**WORK ITEM**
Set down every entry below exactly as it stands.

------ SUPPLIED DATA

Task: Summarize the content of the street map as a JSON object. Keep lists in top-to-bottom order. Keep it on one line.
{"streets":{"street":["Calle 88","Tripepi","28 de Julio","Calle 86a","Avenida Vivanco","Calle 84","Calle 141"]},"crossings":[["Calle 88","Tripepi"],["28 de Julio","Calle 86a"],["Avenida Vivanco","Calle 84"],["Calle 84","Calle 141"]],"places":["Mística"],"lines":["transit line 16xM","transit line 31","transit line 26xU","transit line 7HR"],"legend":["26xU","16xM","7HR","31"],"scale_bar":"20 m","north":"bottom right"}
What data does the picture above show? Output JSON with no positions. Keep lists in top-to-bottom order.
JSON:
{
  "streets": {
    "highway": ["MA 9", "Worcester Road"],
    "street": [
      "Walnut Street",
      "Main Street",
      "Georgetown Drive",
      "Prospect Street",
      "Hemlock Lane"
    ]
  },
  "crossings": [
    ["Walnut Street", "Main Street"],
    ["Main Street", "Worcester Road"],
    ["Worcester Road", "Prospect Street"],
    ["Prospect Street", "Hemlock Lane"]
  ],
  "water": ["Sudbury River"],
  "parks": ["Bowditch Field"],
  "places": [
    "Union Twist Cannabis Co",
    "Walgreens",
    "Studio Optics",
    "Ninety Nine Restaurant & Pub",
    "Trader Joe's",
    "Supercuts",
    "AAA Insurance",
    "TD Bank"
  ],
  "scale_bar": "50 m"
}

------------

**FINISHED TASK**
Task: Summarize the content of the street map as a JSON object. Keep lists in top-to-bottom order. Keep it on one line.
{"streets":{"street":["Calle 88","Tripepi","28 de Julio","Calle 86a","Avenida Vivanco","Calle 84","Calle 141"]},"crossings":[["Calle 88","Tripepi"],["28 de Julio","Calle 86a"],["Avenida Vivanco","Calle 84"],["Calle 84","Calle 141"]],"places":["Mística"],"lines":["transit line 16xM","transit line 31","transit line 26xU","transit line 7HR"],"legend":["26xU","16xM","7HR","31"],"scale_bar":"20 m","north":"bottom right"}
What data does the picture above show? Output JSON with no positions. Keep lists in top-to-bottom order.
JSON:
{
  "streets": {
    "highway": ["MA 9", "Worcester Road"],
    "street": [
      "Walnut Street",
      "Main Street",
      "Georgetown Drive",
      "Prospect Street",
      "Hemlock Lane"
    ]
  },
  "crossings": [
    ["Walnut Street", "Main Street"],
    ["Main Street", "Worcester Road"],
    ["Worcester Road", "Prospect Street"],
    ["Prospect Street", "Hemlock Lane"]
  ],
  "water": ["Sudbury River"],
  "parks": ["Bowditch Field"],
  "places": [
    "Union Twist Cannabis Co",
    "Walgreens",
    "Studio Optics",
    "Ninety Nine Restaurant & Pub",
    "Trader Joe's",
    "Supercuts",
    "AAA Insurance",
    "TD Bank"
  ],
  "scale_bar": "50 m"
}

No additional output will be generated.